All current Campagnolo cassettes are 10 or 11-speed, though 9-speed cassettes are still available as spares. With Xenon, Mirage and Veloce, the cassettes are composed of single sprockets with spacers in between. With Centaur, Chorus and Record, the sprockets are mounted on aluminium carriers in groups of two or three except for the smallest three sprockets. The sprockets must be mounted so that the size markings face outwards on the freehub body.

  1. Marchisio cassettes

These are available for both Campagnolo and Shimano cassette bodies and with spacers to suit 7 to 11-speed systems. There are two varieties, ones using adaptor pieces and ones which mount directly on the freehub body. All sprockets are single and, apart from the smallest sprocket, they are fully interchangeable. This means that you can easily customize the cassette to suit you and your riding. Unlike all the other cassettes, the size markings here should face inwards when mounted on the freehub body.

  1. Replacing the cassette

With all cassettes, except Marchisio, the size markings should face outwards. With Shimano cassettes, align the triangular mark on top of the cassette body with the widest spline and slide on. With the Campagnolo cassettes with sprockets mounted on aluminium carriers, align the support up with the splines on the freehub body and slide the cassette onto the freehub body. With all cassettes, Shimano or Campagnolo, it is very important to ensure that the spacers and shims all go in their correct position.
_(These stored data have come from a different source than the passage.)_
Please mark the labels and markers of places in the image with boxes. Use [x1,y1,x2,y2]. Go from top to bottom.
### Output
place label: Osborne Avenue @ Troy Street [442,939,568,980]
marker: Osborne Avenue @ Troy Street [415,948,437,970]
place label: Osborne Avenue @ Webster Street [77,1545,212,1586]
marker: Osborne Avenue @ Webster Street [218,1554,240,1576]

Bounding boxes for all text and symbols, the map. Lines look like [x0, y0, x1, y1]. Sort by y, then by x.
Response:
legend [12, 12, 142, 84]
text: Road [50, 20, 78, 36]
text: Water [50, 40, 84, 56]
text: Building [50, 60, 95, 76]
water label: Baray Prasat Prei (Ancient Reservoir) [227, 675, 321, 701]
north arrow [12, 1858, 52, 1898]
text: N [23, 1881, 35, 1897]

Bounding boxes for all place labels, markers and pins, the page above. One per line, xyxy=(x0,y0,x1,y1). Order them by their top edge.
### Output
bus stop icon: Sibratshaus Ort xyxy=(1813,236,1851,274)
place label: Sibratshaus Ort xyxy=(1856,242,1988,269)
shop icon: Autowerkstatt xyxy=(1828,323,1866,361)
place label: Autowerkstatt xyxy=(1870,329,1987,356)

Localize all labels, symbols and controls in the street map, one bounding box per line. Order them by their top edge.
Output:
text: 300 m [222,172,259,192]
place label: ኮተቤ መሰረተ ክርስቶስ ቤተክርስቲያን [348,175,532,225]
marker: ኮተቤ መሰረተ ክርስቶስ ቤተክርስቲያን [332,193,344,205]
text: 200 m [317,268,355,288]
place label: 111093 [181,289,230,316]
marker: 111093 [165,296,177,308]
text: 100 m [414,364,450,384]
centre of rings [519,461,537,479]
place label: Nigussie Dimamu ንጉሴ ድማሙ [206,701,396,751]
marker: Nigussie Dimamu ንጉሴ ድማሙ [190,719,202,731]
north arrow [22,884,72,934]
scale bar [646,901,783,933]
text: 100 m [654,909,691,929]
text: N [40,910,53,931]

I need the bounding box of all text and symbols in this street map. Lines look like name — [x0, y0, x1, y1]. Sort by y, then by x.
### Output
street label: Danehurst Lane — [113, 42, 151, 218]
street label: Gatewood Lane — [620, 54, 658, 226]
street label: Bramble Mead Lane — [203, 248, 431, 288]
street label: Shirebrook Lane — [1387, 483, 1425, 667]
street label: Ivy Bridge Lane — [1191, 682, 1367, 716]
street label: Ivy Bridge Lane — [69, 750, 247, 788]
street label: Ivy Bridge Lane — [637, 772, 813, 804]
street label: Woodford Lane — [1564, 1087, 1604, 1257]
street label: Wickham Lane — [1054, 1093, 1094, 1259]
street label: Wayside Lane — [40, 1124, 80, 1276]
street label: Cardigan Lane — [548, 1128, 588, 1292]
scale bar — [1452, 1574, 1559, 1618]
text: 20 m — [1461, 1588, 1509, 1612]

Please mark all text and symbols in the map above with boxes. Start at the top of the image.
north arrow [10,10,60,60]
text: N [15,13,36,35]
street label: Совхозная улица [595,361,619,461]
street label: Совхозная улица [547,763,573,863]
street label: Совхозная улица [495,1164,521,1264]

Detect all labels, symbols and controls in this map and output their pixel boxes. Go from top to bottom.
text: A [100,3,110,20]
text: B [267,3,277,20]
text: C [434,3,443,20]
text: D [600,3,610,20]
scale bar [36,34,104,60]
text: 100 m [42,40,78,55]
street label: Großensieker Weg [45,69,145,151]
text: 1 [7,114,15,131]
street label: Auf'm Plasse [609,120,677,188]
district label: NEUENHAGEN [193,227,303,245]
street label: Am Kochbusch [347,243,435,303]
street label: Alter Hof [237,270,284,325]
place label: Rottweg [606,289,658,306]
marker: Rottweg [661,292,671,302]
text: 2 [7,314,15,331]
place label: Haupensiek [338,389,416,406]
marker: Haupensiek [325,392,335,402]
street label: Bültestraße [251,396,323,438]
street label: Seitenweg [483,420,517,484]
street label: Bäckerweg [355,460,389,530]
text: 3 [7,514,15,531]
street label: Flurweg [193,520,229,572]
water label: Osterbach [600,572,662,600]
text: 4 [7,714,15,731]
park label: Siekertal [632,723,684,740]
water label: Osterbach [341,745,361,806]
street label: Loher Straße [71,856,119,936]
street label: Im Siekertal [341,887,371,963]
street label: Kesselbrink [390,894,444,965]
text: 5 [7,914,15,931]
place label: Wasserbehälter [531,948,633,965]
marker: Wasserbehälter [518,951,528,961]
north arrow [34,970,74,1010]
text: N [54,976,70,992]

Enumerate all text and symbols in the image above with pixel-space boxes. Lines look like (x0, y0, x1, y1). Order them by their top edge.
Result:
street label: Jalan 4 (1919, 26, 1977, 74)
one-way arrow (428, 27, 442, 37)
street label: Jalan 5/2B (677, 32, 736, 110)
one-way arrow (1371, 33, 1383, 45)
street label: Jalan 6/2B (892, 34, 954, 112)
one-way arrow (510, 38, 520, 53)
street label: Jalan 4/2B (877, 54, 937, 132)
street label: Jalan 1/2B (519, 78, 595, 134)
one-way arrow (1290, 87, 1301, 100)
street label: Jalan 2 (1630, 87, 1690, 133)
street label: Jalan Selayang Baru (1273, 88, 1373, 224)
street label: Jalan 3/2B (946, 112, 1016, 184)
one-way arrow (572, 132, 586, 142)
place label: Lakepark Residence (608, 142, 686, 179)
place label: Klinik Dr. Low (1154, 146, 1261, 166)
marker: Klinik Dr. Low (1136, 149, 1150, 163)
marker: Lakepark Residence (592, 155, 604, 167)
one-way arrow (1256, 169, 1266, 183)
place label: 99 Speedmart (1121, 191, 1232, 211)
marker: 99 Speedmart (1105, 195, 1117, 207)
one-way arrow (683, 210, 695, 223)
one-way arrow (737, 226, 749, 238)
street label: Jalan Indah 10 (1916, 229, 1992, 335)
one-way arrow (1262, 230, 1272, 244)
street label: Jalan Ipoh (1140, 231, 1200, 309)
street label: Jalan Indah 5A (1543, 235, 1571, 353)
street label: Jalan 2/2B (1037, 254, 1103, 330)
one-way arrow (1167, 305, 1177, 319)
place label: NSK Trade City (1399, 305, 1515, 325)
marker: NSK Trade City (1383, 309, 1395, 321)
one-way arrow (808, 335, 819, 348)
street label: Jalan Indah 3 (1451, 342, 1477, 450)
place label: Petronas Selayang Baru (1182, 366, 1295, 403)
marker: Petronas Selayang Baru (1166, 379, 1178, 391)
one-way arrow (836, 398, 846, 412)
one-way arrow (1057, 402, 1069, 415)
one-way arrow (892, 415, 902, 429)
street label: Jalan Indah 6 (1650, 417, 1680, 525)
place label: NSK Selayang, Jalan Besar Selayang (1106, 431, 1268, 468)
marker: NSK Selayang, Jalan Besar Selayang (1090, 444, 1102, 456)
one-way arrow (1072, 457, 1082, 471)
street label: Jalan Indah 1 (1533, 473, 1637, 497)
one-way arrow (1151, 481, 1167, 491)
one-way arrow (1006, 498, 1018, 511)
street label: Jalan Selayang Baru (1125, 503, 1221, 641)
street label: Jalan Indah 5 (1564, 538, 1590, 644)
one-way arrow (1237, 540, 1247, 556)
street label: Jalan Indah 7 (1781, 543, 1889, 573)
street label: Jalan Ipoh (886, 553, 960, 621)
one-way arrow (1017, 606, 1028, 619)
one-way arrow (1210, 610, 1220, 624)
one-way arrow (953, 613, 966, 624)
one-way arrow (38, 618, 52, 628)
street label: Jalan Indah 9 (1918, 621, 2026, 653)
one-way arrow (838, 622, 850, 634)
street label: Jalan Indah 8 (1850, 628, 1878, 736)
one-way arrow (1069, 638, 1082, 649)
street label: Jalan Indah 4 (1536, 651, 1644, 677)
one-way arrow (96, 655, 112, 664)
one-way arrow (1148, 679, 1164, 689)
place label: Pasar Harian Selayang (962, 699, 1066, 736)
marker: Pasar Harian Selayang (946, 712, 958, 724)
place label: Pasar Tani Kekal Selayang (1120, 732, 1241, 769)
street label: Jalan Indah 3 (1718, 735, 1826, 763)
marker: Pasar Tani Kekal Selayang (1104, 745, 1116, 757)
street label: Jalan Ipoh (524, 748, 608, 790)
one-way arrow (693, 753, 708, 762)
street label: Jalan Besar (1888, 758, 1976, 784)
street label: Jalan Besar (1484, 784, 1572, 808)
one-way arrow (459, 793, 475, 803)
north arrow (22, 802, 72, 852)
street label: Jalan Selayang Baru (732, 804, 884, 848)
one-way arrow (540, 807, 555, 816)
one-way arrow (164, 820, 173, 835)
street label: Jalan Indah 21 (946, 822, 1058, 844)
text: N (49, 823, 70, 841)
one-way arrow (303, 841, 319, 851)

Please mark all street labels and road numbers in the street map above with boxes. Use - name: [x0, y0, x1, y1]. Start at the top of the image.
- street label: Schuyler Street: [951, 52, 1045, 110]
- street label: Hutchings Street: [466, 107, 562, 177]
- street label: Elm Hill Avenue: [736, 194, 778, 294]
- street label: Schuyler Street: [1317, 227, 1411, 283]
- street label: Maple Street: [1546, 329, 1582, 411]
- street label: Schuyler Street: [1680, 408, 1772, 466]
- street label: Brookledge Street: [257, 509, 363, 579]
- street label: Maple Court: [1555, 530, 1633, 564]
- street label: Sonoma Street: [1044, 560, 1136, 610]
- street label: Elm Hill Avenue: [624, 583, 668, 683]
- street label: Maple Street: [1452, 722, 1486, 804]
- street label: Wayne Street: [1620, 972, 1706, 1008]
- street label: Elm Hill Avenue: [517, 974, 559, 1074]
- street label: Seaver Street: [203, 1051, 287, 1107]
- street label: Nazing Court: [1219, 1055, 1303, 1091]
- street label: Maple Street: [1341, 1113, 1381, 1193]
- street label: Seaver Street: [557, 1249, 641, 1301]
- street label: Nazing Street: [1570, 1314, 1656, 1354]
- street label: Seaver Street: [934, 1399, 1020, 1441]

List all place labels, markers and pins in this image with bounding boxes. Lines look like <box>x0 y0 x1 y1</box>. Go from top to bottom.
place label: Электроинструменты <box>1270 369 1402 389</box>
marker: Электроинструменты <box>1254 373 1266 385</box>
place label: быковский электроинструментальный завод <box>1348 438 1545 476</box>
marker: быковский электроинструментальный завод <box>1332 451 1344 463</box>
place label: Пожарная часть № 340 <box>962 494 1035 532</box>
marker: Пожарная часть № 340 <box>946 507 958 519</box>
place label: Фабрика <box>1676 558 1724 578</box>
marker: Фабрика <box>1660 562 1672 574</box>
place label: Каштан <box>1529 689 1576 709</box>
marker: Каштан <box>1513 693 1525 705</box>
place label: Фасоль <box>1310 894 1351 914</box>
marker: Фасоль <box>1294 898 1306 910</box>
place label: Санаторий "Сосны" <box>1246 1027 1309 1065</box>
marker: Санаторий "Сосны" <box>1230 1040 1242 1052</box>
It’s easy to check by eye that all the sprockets are spaced identically apart.

  1. Fitting and tightening the lockring

Once all the sprockets are fitted, check that the top gear-sprocket stands slightly proud of the freehub body – if not, you have missed out a spacer or shim. Fit the lockring using the lockring tool. If you have one, refit the quick-release without its conical springs and tighten the lockring with an adjustable spanner until you hear or feel three or four distinct clicks. Remove the quick-release. Refit the quickrelease’s conical springs and refit the quick-release to the wheel.

  1. Customizing your cassette

With Shimano cassettes where the sprockets are held together by Allen screws, or Campagnolo cassettes with individual sprockets, it is possible to change sprockets to build a cassette with custom ratios. With a vernier calliper, first measure the width between the centreline of the sprockets on your existing cassette. Build your cassette up on the hub, fitting the replacement sprockets where you wish.

Try to take into account any differences in spacer or sprocket thickness as you go by using appropriate spacers to keep the inter-sprocket width the same. Once all the sprockets are fitted, check that the top gear-sprocket stands slightly proud of the freehub body. Fit the lockring and tighten as described in step 8.